Storage for the Site Administrator
This page includes information general storage hardware requirements and the selection of storage software. Links are given to the installation documentation. Before planning storage for your site, please make sure you understand the overall storage infrastructure as described in Storage Infrastructure Software
For descriptions of the specific software discussed below, please see the Storage Infrastructure Software
Choosing the storage software
Each site may chose what storage software to deploy. If you can anticipate usage patterns you can more effectively plan your system. To see a summary of data movement patterns, see Storage for the End User
. Based on expected job runtime and data movement profiles, the following are rules of thumb for addressing this issue. Further information and installation instructions are provided in succeeding sections.
- Shared file system. If the jobs running on your site need less than a few terabytes of storage and have lightweight, local data transfer requirements, a NFS filesystem shared among worker nodes would be sufficient.

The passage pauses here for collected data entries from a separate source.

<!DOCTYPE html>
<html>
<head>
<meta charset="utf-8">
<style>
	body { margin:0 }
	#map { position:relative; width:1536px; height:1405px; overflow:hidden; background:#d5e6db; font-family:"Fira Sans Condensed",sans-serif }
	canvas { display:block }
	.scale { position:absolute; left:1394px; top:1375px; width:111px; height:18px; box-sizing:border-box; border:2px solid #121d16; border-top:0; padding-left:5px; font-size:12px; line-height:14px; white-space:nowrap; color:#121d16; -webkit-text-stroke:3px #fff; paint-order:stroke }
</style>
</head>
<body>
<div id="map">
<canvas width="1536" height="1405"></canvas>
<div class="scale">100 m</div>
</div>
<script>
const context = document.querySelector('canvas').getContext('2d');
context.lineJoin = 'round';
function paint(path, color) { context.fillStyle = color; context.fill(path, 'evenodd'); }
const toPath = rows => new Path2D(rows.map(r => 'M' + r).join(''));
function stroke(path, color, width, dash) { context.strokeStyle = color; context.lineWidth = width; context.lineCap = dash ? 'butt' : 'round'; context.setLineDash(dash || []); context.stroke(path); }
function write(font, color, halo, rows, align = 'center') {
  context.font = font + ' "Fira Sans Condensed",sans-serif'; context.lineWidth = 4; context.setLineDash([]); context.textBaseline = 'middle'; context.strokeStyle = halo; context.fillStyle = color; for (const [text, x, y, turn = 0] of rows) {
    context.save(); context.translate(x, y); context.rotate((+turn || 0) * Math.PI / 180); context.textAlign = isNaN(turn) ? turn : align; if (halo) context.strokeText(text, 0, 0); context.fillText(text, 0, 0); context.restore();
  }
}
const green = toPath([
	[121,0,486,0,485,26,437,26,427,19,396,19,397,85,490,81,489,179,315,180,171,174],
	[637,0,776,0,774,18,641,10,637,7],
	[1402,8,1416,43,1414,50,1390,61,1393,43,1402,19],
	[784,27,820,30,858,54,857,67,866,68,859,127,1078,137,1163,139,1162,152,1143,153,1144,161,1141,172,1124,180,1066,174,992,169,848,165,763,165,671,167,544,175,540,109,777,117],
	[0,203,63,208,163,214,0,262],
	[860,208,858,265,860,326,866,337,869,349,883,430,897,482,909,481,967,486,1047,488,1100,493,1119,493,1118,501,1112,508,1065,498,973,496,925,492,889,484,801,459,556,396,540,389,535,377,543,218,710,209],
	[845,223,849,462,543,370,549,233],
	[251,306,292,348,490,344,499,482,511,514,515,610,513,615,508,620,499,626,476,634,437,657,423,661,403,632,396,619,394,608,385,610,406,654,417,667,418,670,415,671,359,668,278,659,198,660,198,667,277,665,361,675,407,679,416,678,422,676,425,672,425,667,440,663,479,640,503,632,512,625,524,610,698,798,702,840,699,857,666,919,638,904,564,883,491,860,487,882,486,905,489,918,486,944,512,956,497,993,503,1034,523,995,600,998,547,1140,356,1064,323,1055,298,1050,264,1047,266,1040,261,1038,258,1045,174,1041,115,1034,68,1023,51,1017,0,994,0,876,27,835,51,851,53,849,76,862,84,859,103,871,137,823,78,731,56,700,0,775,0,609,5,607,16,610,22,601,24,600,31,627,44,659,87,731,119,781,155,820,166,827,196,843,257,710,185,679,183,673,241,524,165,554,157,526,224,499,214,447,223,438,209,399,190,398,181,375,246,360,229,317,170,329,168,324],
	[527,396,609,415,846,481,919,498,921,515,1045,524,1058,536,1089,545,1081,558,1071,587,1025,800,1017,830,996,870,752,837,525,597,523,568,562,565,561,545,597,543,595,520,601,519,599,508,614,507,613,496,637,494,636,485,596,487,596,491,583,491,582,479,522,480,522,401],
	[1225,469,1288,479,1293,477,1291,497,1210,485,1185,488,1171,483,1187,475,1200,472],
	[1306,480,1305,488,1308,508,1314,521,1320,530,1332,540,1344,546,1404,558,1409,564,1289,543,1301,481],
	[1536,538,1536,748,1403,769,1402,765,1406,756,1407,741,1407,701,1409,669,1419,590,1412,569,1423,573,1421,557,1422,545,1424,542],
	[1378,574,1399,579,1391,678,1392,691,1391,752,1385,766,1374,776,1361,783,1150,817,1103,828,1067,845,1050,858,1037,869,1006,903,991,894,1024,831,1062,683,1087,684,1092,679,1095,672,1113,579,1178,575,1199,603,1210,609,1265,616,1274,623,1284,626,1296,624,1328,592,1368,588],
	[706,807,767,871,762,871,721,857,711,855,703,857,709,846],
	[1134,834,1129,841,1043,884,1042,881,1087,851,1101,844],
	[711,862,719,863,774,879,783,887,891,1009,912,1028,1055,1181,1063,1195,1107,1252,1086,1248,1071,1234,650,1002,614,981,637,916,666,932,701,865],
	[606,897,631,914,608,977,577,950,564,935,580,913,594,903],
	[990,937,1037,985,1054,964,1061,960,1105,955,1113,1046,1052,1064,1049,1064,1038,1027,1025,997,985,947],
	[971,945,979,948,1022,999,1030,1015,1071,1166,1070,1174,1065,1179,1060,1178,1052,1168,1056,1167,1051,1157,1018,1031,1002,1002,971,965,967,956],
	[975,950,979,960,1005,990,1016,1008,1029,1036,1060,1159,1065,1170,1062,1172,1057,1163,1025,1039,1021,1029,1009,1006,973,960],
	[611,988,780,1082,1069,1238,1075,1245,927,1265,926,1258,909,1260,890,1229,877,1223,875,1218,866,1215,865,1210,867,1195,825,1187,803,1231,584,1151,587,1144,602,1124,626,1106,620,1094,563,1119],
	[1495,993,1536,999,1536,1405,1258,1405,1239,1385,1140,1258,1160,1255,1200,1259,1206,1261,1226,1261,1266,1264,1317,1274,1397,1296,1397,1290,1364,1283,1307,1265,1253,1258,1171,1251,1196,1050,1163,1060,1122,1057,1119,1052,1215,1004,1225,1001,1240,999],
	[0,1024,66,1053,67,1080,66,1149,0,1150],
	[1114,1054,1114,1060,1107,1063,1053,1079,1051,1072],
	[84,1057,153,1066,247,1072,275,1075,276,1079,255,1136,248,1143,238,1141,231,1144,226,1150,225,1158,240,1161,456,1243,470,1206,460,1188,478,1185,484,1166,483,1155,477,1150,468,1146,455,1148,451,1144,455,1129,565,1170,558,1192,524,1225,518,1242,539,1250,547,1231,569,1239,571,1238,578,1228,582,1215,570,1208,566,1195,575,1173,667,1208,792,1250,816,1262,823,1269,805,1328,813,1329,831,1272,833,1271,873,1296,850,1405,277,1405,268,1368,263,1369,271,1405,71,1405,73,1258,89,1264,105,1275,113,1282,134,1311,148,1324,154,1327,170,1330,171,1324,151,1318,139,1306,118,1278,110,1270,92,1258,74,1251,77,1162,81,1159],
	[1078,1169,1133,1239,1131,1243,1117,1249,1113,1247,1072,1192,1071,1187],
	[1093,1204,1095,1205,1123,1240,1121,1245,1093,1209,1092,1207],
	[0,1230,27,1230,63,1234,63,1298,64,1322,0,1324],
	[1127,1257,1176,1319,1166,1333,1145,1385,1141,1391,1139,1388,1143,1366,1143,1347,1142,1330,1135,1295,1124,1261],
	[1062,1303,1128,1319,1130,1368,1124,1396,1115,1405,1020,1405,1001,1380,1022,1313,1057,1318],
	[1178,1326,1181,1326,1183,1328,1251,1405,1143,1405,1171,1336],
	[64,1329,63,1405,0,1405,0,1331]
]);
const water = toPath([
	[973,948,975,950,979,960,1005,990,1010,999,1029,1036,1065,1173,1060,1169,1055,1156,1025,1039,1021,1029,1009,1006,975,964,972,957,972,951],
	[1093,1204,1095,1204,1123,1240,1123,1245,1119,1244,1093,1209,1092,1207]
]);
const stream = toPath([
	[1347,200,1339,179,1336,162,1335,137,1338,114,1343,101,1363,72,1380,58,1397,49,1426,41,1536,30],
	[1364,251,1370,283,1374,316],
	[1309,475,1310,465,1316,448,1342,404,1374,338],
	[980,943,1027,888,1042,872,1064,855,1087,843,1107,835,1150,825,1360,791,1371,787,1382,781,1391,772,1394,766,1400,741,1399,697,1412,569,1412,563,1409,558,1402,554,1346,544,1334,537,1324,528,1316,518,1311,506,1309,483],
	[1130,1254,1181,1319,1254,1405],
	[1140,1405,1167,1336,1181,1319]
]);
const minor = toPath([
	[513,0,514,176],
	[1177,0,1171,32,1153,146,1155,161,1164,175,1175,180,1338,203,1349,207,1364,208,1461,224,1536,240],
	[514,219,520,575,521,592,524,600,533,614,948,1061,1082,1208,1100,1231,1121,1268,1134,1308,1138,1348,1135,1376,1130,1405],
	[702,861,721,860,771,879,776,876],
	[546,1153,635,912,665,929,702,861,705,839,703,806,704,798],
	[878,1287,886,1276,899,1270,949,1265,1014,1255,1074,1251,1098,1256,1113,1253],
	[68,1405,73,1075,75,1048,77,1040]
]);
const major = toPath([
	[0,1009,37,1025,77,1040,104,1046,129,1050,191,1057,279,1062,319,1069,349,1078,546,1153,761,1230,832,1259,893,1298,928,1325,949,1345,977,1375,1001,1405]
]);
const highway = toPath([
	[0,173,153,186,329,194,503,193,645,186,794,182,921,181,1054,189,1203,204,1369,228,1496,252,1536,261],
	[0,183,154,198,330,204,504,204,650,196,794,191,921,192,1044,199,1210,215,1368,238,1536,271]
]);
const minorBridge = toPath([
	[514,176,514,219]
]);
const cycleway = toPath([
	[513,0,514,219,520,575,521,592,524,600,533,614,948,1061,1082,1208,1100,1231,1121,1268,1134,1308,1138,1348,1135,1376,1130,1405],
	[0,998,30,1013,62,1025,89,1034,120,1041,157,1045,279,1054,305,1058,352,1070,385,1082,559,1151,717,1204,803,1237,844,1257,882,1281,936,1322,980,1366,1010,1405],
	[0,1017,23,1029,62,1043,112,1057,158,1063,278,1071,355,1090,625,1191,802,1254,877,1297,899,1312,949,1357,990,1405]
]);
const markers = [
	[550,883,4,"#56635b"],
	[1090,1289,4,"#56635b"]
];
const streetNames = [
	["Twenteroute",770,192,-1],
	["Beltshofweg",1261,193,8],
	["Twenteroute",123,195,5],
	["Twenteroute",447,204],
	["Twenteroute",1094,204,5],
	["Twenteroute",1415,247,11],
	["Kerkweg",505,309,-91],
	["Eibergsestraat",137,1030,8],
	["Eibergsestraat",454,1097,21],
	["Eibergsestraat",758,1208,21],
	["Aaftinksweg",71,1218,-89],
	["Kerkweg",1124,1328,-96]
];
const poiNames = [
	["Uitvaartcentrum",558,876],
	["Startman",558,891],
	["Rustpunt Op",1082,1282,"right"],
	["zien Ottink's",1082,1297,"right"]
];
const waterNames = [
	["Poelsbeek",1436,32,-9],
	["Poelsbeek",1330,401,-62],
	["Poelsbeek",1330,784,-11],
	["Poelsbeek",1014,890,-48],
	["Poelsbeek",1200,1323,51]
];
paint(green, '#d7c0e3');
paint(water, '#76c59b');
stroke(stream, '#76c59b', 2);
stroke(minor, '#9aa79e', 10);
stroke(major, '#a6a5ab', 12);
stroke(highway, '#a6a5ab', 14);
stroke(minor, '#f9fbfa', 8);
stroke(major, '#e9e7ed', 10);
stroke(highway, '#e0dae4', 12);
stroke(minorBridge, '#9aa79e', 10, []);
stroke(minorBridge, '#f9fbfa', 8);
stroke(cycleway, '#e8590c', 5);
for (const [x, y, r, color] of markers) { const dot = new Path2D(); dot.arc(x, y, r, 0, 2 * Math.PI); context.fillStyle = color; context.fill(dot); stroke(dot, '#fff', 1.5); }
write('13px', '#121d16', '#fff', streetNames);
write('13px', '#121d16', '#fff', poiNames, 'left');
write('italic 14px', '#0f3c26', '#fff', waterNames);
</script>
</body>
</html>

In further documentation, this option is covered in the "Local Storage" section, since it must be configured along with additional required storage that resides on the worker node itself.
- gridftp server. If access to authorized off-site entities is required and storage size and data-handling capacities are moderate, a gridFTP server should be deployed. Since Storage Elements also include bundled gripFTP servers, consider the cost/benefit of installing a Storage Element in this case. A Storage Element may be somewhat more complex to set up, but offers benefits in throughput and expandability.
- Storage Element. If your site will provide storage for many terabytes of data, or will provide extensive storage access to off-site entities, you will need to install a Storage Element. There are choices among Storage Element implementations that present a range of complexity and capability; see the following sections.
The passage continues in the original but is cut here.